1st Gear: Who Backs Down First?
There’s a lot to say about the ongoing GM strike, so I’ll try and pick out some crucial bits, but the important one is this: it could take a while, and both sides are gearing up for that outcome.
Advertisement
The last time GM’s workers went on strike, it was 2007 and the action lasted just two days in September. Even as a global recession loomed and GM’s bankruptcy was less than two years away, if you ask workers on the picket line right now as the strike enters its seventh day, this time is vastly more serious.
After all, GM these days is a handsomely profitable company. But it’s one that continues to close U.S. plants and ship manufacturing jobs to other countries as it gears up for a possible economic downturn in the short term, and a massively uncertain transformation of the entire auto industry in the long term. So for the striking workers, this is about securing their present as well as their future.

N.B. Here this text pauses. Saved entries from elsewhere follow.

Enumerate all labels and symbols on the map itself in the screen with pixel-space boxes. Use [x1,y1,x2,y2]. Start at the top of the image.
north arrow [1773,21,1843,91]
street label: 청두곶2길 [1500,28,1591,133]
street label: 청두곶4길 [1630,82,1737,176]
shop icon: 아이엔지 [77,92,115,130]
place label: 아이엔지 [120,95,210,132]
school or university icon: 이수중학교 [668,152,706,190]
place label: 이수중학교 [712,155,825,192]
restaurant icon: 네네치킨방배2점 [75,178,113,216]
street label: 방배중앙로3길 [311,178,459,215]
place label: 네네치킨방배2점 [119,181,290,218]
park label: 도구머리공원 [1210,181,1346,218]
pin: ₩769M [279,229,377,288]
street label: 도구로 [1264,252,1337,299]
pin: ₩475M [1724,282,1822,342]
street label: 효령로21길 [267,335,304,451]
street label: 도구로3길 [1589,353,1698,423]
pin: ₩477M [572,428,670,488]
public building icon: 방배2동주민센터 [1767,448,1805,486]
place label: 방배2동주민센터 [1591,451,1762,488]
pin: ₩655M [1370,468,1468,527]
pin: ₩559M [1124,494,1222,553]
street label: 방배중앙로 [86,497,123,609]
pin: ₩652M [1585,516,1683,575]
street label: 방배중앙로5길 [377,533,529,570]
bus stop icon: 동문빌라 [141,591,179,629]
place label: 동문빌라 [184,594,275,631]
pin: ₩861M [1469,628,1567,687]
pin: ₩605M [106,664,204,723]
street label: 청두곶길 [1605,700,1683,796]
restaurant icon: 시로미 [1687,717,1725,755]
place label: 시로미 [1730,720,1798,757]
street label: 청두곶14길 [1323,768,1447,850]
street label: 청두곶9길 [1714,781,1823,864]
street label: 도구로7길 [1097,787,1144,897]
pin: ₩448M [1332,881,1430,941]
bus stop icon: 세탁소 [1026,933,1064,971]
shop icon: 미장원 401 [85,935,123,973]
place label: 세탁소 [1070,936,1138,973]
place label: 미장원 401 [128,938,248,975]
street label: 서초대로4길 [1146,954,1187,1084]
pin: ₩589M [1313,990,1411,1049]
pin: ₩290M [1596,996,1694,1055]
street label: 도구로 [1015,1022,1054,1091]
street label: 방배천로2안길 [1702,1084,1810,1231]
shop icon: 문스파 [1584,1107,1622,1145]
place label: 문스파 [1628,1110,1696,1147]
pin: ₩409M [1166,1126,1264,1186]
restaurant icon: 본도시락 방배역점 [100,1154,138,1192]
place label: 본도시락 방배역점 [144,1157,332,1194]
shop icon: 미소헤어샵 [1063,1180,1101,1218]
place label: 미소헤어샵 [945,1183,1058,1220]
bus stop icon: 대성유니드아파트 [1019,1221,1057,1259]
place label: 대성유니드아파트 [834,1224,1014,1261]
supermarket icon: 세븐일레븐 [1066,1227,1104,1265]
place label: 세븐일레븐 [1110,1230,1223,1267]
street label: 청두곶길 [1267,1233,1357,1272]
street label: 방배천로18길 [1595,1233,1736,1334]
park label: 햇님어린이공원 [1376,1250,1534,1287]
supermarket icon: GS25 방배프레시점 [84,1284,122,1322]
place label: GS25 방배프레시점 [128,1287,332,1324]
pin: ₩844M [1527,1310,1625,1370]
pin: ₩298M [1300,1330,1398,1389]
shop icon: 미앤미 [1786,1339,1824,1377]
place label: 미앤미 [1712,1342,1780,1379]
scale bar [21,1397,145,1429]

Health care costs are one of the central sticking points. UAW workers pay far less in individual contributions to health plans than most Americans do, and GM wants to see that go up, but the workers say the dangerous nature of their job makes their current plan a necessity. Via CNBC:
After a dozen years as an auto worker, Hall said the generous health-care benefits the companies provide for UAW employees, costing workers just 3% out of pocket, are a necessity.
“I have carpal tunnel, heel spurs and I’ve been to physical therapy for my shoulder and my knees. I’m only 41,” she said. “That’s why we need that health care to be on the company. … The repetitive wear and tear on your body is horrible.”
The UAW on Tuesday night released a video on social media detailing workers’ needs for low health-care costs that featured several members explaining why they felt their health care should remain unchanged.
“You’d be hard-pressed to find a long-term GM worker that doesn’t live on a day-to day basis with permanent injury as a result of the job,” said Denny Ramos, a striking GM worker in Lansing, Michigan, in the video.
Advertisement
Meanwhile, both sides are digging in for a long fight. Most analysts say it’ll take weeks for GM to feel the sting financially, but workers are living on $250 a week strike pay while they’ve been cut off from company health care. The UAW is covering the latter now, unexpectedly, which isn’t good news from the strike fund. Via Automotive News:
Most forecasters and Wall Street analysts agree it would take weeks, if not months, to truly dent GM’s bottom line, even as the company loses an estimated $50 million to $100 million each day production is idled. Inventory levels, well above the industry average, can keep dealership lots full for the foreseeable future, but some dealers have voiced concern that parts shortages could soon cripple their service departments.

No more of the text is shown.